Lab 18: Default Route + Floating Static Backup
The dual-ISP pattern in miniature: a default route to the primary path and a floating static (higher administrative distance) that silently waits — then takes over the moment the primary dies. Difficulty: Intermediate · Time: ~30 min.
Lab objectives
- Configure a primary default route
- Add a floating static with AD 10
- Verify only the primary is installed
- Fail the primary and watch the backup activate
Topology & addressing
R1 with two upstream links: primary to ISP1 (10.0.1.2), backup to ISP2 (10.0.2.2). LAN 192.168.1.0/24 behind R1. A test target (loopback/server) reachable via both ISPs.
Step-by-step configuration
ip route 0.0.0.0 0.0.0.0 10.0.1.2 | Primary default (AD 1) |
ip route 0.0.0.0 0.0.0.0 10.0.2.2 10 | Floating backup — the trailing 10 is its AD |
show ip route | Only the AD-1 route installs; the backup floats invisibly |
Verification
Routing table shows a single S* via ISP1. Shut the primary interface: within a moment show ip route flips the S* to ISP2 — the floating route surfaced. Restore the link and the primary reclaims (lower AD always wins). Continuous ping across the failover makes it visceral.
Next lab: labs hub · test yourself: CCNA practice test.

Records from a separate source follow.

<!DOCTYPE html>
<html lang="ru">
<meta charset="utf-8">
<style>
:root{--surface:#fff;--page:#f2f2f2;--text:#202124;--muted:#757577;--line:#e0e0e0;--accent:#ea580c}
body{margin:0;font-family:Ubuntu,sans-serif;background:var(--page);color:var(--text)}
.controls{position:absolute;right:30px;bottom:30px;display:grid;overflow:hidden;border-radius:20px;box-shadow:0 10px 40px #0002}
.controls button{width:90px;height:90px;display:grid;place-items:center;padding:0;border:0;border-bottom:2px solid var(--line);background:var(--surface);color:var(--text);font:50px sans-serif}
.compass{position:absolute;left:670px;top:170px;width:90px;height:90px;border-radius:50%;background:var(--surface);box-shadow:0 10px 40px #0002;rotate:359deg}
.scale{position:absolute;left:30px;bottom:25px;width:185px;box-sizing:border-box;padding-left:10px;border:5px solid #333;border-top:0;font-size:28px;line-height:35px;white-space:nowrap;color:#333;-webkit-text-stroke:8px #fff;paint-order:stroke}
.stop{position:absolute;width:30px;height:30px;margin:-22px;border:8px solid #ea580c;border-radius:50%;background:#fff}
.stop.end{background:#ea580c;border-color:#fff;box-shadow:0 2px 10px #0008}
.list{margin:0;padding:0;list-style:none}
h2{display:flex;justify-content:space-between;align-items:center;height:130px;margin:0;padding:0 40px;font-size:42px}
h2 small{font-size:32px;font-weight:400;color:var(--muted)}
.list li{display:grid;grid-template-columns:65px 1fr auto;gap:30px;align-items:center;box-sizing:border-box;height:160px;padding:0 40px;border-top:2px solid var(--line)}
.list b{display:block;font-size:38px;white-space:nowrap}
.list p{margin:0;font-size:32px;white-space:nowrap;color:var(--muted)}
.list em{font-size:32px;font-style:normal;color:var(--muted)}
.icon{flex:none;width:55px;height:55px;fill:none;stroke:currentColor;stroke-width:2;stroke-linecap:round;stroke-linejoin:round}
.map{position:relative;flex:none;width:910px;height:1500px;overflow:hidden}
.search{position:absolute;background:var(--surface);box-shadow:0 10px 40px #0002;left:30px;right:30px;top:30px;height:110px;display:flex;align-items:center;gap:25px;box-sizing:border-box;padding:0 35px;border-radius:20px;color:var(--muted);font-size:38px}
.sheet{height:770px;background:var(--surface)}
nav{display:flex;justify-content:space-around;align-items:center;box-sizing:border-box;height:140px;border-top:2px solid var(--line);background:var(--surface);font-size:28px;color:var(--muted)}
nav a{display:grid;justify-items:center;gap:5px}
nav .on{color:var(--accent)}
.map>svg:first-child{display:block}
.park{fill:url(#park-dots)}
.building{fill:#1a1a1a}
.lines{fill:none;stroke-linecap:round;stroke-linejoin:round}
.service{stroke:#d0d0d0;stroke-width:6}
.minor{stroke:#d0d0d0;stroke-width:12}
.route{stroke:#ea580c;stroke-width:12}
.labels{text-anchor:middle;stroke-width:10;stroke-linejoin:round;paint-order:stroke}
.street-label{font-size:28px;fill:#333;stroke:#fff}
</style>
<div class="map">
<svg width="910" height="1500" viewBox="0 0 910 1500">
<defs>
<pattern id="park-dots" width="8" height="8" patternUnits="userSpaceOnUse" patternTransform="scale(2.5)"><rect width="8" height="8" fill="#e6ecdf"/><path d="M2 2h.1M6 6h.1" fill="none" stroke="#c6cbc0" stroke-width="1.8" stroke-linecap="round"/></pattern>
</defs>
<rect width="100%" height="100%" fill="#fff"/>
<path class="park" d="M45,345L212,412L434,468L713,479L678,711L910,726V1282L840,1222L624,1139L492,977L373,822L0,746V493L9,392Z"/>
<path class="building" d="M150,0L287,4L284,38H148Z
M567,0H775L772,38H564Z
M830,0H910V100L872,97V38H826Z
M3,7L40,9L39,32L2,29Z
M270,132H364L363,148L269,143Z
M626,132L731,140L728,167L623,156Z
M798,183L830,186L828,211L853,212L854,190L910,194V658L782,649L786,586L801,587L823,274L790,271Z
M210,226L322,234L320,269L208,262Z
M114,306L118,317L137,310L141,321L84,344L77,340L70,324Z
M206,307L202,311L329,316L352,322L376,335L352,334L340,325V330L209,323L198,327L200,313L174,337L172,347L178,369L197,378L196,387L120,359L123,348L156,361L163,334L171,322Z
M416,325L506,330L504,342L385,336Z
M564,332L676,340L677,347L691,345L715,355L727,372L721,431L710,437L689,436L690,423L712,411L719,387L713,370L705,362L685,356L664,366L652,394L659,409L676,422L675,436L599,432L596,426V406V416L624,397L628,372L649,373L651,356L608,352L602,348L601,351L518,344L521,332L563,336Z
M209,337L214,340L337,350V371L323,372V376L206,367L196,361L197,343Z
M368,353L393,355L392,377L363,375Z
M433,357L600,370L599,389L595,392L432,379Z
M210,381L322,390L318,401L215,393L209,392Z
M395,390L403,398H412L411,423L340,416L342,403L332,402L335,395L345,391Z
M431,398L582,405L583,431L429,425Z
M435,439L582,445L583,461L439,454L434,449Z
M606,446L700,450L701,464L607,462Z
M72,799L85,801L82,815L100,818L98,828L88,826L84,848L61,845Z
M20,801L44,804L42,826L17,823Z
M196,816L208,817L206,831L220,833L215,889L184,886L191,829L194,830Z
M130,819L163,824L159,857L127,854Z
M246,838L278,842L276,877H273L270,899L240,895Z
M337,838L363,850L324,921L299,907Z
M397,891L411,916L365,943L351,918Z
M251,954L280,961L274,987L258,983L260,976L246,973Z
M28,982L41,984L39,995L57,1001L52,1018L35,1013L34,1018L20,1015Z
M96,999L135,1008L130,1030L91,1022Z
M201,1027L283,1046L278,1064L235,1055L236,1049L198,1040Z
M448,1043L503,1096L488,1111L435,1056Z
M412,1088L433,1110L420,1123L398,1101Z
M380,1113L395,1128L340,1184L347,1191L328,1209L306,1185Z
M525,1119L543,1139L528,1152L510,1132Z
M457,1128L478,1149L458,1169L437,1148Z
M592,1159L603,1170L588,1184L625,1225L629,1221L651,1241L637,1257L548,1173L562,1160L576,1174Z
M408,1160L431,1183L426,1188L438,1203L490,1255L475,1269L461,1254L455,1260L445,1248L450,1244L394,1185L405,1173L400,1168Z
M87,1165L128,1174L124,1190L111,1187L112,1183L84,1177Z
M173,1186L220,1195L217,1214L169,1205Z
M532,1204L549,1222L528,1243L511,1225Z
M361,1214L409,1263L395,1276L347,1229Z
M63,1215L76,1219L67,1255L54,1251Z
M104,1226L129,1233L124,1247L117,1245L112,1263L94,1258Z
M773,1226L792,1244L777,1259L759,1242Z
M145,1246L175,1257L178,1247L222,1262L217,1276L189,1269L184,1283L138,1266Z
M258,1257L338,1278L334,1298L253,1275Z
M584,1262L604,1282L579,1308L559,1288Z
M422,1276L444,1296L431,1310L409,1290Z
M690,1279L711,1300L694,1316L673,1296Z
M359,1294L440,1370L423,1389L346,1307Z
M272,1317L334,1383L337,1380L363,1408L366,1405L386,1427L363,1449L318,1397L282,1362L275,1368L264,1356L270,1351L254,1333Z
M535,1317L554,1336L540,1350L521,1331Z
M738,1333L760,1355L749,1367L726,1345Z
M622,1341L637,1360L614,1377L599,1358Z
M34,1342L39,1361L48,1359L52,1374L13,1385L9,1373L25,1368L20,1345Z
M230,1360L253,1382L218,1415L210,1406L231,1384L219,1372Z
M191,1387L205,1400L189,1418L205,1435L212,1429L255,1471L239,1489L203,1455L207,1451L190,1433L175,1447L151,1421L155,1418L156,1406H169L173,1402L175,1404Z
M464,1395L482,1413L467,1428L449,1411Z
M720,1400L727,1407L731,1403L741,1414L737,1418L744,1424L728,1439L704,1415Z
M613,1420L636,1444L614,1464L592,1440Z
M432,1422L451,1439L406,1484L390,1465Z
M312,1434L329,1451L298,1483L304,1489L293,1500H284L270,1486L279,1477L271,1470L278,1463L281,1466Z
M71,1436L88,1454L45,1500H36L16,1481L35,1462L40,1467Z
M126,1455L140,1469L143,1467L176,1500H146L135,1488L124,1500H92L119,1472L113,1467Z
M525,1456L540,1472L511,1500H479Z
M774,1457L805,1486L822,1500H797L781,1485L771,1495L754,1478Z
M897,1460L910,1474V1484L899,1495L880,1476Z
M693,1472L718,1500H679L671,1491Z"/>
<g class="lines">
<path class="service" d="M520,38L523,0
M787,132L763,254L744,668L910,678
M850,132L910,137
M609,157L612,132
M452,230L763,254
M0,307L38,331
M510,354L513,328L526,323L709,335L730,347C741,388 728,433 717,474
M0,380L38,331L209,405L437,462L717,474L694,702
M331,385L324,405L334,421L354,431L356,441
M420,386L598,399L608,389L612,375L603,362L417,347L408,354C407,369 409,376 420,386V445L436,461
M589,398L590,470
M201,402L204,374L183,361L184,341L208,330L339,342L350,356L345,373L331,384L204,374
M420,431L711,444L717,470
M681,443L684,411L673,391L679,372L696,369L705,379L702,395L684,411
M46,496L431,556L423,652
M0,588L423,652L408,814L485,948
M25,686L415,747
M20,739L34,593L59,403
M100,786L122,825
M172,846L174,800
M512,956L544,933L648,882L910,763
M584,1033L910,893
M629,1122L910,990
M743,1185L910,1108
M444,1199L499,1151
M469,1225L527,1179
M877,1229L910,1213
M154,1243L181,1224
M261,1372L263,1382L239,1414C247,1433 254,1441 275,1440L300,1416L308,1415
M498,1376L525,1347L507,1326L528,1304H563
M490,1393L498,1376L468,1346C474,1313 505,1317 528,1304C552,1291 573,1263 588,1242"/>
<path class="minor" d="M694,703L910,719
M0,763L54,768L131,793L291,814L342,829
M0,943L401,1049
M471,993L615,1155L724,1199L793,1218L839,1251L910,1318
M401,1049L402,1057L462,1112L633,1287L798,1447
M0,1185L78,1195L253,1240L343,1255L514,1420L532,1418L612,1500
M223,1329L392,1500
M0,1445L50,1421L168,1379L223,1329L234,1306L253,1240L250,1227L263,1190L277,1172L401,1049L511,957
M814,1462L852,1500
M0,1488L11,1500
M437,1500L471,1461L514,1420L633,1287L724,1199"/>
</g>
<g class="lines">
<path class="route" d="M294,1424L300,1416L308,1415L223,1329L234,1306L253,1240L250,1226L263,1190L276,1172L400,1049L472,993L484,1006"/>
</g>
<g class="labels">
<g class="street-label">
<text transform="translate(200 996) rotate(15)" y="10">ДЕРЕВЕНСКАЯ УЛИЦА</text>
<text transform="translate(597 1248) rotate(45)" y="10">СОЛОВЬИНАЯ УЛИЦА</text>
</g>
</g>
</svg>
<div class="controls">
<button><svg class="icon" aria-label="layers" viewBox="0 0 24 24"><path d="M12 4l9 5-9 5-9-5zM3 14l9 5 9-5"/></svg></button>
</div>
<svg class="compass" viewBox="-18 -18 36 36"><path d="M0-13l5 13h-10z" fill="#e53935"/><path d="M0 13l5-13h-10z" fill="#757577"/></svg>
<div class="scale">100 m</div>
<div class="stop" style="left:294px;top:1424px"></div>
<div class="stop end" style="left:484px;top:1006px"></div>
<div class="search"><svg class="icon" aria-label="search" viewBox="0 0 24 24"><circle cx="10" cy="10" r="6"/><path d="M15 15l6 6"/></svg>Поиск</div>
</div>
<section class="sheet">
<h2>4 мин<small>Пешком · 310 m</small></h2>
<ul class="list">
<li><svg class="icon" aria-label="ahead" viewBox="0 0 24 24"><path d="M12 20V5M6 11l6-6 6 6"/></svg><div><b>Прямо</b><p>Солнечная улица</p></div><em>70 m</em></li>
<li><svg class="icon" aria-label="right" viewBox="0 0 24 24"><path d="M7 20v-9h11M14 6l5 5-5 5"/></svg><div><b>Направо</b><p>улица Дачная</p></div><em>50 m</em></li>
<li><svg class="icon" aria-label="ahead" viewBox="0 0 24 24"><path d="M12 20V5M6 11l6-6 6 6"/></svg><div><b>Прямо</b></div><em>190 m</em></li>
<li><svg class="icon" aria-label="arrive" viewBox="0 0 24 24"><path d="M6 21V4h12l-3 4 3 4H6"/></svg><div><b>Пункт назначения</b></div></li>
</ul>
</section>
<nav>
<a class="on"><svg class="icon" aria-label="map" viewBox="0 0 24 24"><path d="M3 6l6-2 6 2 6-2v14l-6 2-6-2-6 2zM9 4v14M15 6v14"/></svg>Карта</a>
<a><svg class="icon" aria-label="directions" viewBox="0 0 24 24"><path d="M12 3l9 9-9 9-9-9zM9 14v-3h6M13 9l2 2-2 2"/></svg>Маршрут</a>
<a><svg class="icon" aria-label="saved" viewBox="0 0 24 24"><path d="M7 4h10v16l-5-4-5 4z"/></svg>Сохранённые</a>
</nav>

Frequently asked questions
What makes a static route float?
A manually raised administrative distance — it loses to the primary while both exist, and installs only when the primary route disappears.
Why AD 10 and not 254?
Anything higher than the primary's AD works; keep it below dynamic protocols' ADs if you want the backup preferred over learned routes (or above, if not).
When does the primary come back?
As soon as its interface/next-hop returns, the lower-AD route reinstalls automatically — floats are self-managing.